Hello friends. I am sure you are staying fit.
Today
I am going to share with you a very easy, healthy and tasty Oat Meal recipe. Best time to eat it in the breakfast. It has good amount of protein, healthy fats, fiber and carbs in it.
So let's start and cook healthy.
Ingredients:
1. Rolled Oats - 50 grams
2. Toned Milk - 250 ml
3. Peanut Butter - 2 table spoon
4. Banana / Apple - 1
5. Whey Protein - 1 scoop (30 grams)
6. Flax Seeds - 1 table spoon
7. Nuts - Handful of nuts i.e. 28-30 grams
Recipe:
Soak 50 grams oats with milk in a bowl and keep it aside for half an hour. Oats will absorb the milk nicely and will be ready to mix with other ingredients.
Now put whey protein and peanut butter together in the bowl and mix it well. Now time to put Banana or Apple, Flax Seeds and Nuts in it.
Mix it well again and put a table spoon of honey and boom.
Your delicious Oat Meal is ready to be served. Make your breakfast healthy with this sweet and simple recipe. It will keep you full for few hours.
Keep Cooking !!
Benefits:
Oats are great source of fibre which help lowering your cholesterol levels and keep your bowel movement healthy. Oats keep you full for the long time as it has fibre in it which help you for weight loss if your goal is fat loss because you do not get hungry easily after consuming oats in your breakfast. Oats also has protein in it. Hence great food to consume at your breakfast.
Milk is considered to be a complete food as it has all the vitamins, fats, and protein in it. Have toned milk and if not possible use full fat milk but make sure to separate the cream out of it.
Peanut butter is another rich source of protein and good fats which are required in your meals. This is made of blending the peanuts. Consume just two table spoons of this spread if your goal is to gain or build muscles but if you are inclined towards the fat loss journey, you need to use just 1 table spoon of it which is around 16 grams.

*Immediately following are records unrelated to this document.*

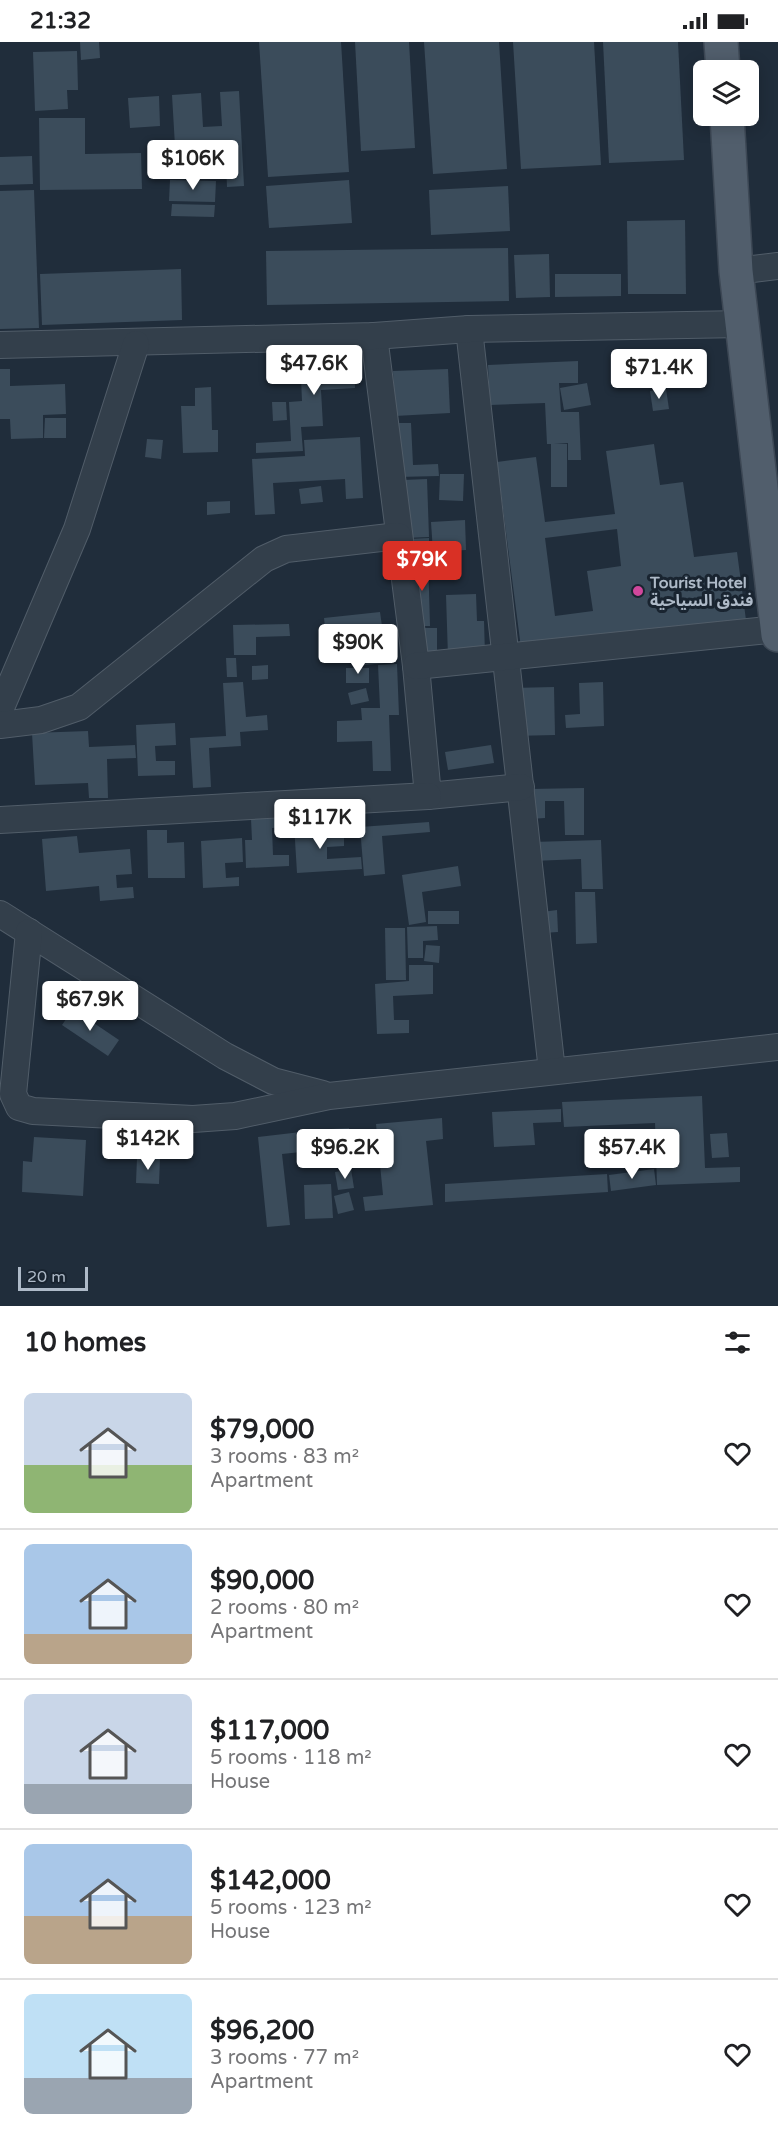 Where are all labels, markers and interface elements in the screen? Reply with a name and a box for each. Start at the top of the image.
text: 21:32 [30,8,91,34]
map controls [693,60,759,126]
button: layers [693,60,759,126]
pin: $106K [151,140,235,191]
text: $106K [161,147,225,171]
pin: $47.6K [265,345,363,396]
pin: $71.4K [610,349,708,400]
text: $47.6K [280,352,348,376]
text: $71.4K [625,356,693,380]
pin: $79K [386,541,458,592]
text: $79K [397,548,447,572]
place label: Tourist Hotel فندق السياحية [649,573,753,611]
marker: Tourist Hotel فندق السياحية [631,584,645,598]
pin: $90K [322,624,394,675]
text: $90K [333,631,383,655]
pin: $117K [278,799,362,850]
text: $117K [288,806,352,830]
pin: $67.9K [41,981,139,1032]
text: $67.9K [56,988,124,1012]
pin: $142K [106,1120,190,1171]
text: $142K [116,1127,180,1151]
pin: $96.2K [296,1129,394,1180]
pin: $57.4K [583,1129,681,1180]
text: $96.2K [311,1136,379,1160]
text: $57.4K [598,1136,666,1160]
scale bar [18,1264,88,1292]
text: 20 m [27,1267,66,1287]
icon: filters [721,1326,754,1359]
text: 10 homes [24,1327,146,1358]
text: $79,000 [210,1414,314,1445]
icon: home [72,1417,144,1489]
icon: heart [721,1437,754,1470]
text: 3 rooms · 83 m² [210,1445,359,1469]
text: Apartment [210,1469,313,1493]
text: $90,000 [210,1565,314,1596]
icon: home [72,1568,144,1640]
icon: heart [721,1588,754,1621]
text: 2 rooms · 80 m² [210,1596,359,1620]
text: Apartment [210,1620,313,1644]
text: $117,000 [210,1715,329,1746]
icon: home [72,1718,144,1790]
icon: heart [721,1738,754,1771]
text: 5 rooms · 118 m² [210,1746,372,1770]
text: House [210,1770,270,1794]
text: $142,000 [210,1865,331,1896]
icon: home [72,1868,144,1940]
icon: heart [721,1888,754,1921]
text: 5 rooms · 123 m² [210,1896,372,1920]
text: House [210,1920,270,1944]
text: $96,200 [210,2015,314,2046]
icon: home [72,2018,144,2090]
icon: heart [721,2038,754,2071]
text: 3 rooms · 77 m² [210,2046,359,2070]
text: Apartment [210,2070,313,2094] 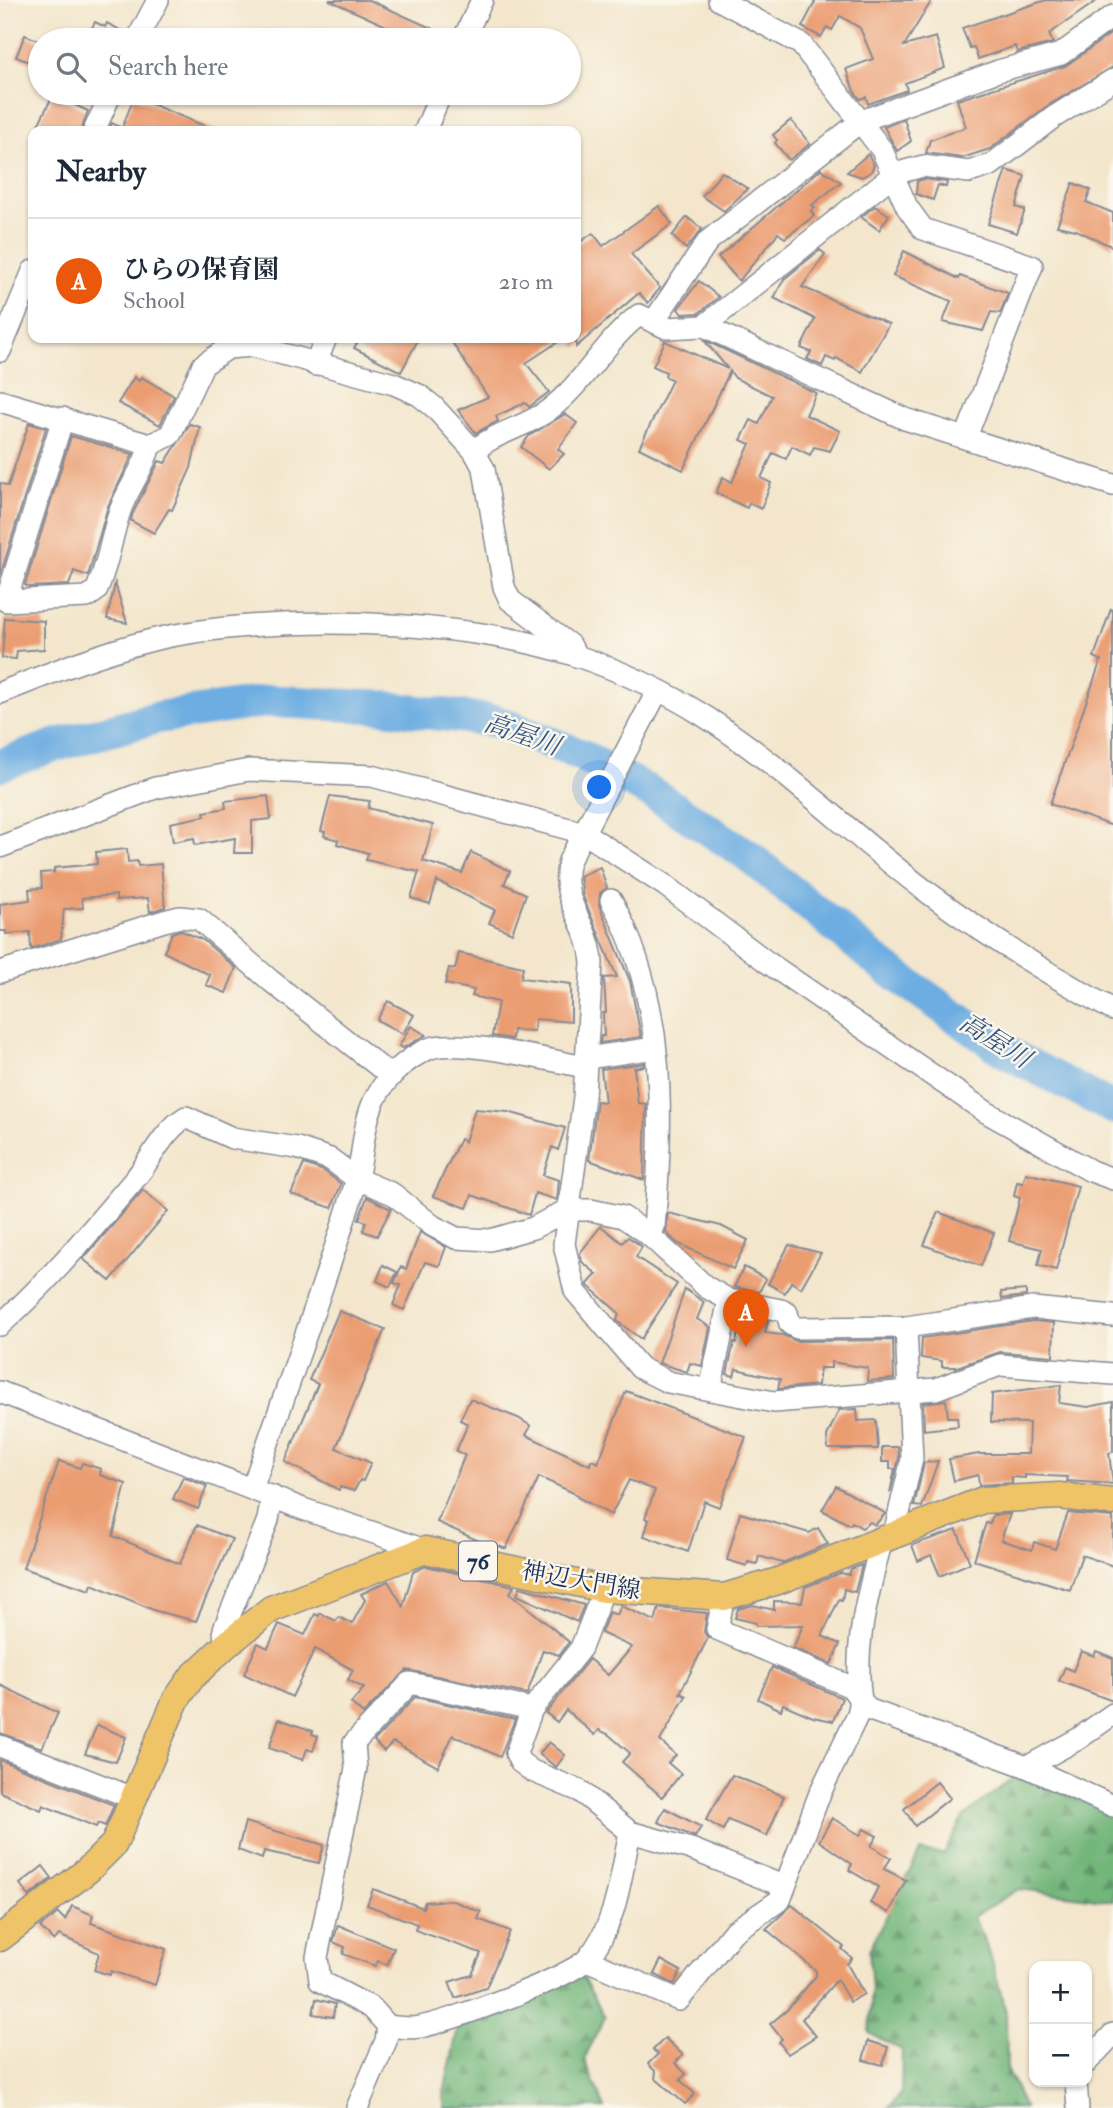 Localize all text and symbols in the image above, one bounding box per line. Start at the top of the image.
search box [28,28,581,105]
icon: search [52,48,90,86]
text: Search here [108,51,228,83]
text: Nearby [56,153,146,190]
text: ひらの保育園 [123,254,279,286]
text: A [72,267,86,296]
text: 210 m [499,267,553,296]
text: School [123,286,185,315]
water label: 高屋川 [480,707,567,764]
your location [582,770,616,804]
water label: 高屋川 [953,1007,1039,1077]
pin: A [723,1289,769,1347]
road number: 76 [459,1542,497,1580]
street label: 神辺大門線 [519,1555,643,1607]
map controls [1029,1961,1092,2087]
button: + [1029,1961,1092,2024]
button: − [1029,2024,1092,2087]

Whey protein is a great source of protein which you can consume one to two scoop a day based on your requirements. Yes it can help you achieve your protein requirements goal for the day but I would advise you not to have more than two scoops (60-66 grams based on your scoop size) but complete your protein requirement from other protein sources as well for better results.
Nuts include peanuts, cashew, almonds etc which are essential to include in your daily diet. Have around 30 grams of any of the nuts daily. They are rich in magnesium, protein, healthy fats which are essential for the human body.